In den vergangenen 100 Jahren, in denen das Zivilgesetz in Kraft ist, hat sich viel geändert. Nach einer Teilrevision, in der die Kinder- und Erwachsenenschützbehörde Kesb ins Leben gerufen wurde, werden vor allem im Erwachsenenschutz vier Prinzipien besonders gestärkt.
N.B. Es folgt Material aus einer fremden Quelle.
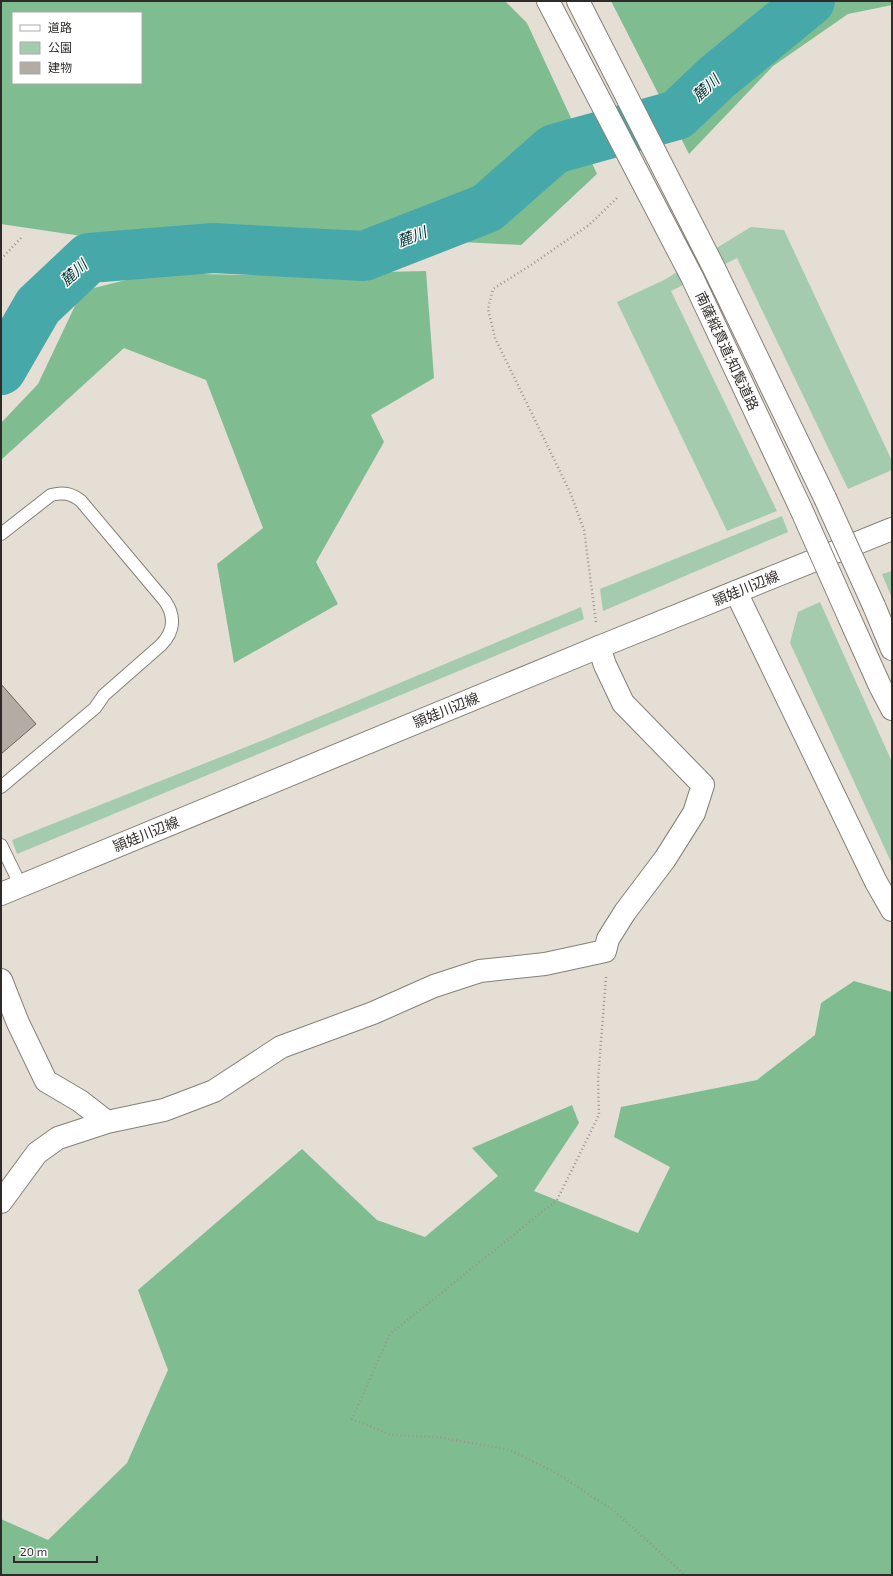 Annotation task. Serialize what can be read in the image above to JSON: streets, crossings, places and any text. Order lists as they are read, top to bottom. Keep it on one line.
{"streets":{"main road":["南薩縦貫道;知覧道路","頴娃川辺線"]},"water":["麓川"],"legend":["道路","公園","建物"],"scale_bar":"20 m"}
Die Selbstbestimmung sei viel ausgeprägter als früher, sagt Glen Aggeler, Präsident der Kesb Toggenburg. Mit dem Vorsorgeauftrag gibt es ein Mittel, um präventiv eine Vertretungsperson einzusetzen, wenn jemand im Falle einer Krankheit oder eines Unfalls nicht mehr urteilsfähig ist. Wenn jemand einen Vorsorgeauftrag erteile, entlaste dies den Staat und die Kesb, sagt Glen Aggeler. Denn die darin genannte Person übernehme die rechtliche Vertretung, sofern aus gesetzlichen Gründen nichts dagegen spreche. Fehlt hingegen ein Vorsorgeauftrag und eine Person wird urteilsunfähig, dann setzt die Kesb eine Beistandsperson als deren Vertretung ein, wenn der Situation nicht anders begegnet werden kann.
Die Familiensolidarität bedeutet, dass der Familie ein hohes Gewicht zufällt. Wird die rechtliche Vertretung nicht in einem Vorsorgeauftrag festgelegt und die Kesb wird aktiv bei der Errichtung einer Beistandschaft, werden in erster Linie Familienmitglieder angegangen. «Häufig kann ein Partner, ein Kind, Eltern oder ein Verwandter die Beistandschaft übernehmen», sagt Glen Aggeler. Wenn dies nicht gelingt, wird ein privater Beistand eingesetzt. Bei Kindern mit besonderen Fallkonstellationen wird viel eher ein Berufsbeistand eingesetzt. Glen Aggeler begründet dies mit einer höheren Fachlichkeit. Wenn jedoch beide Elternteile sterben und Kinder zurücklassen, gibt es einen Vormund. Dieser finde sich häufig im familiären Umfeld, weiss Glen Aggeler. Diese Vormunde werden durch die Kesb begleitet und unterstützt.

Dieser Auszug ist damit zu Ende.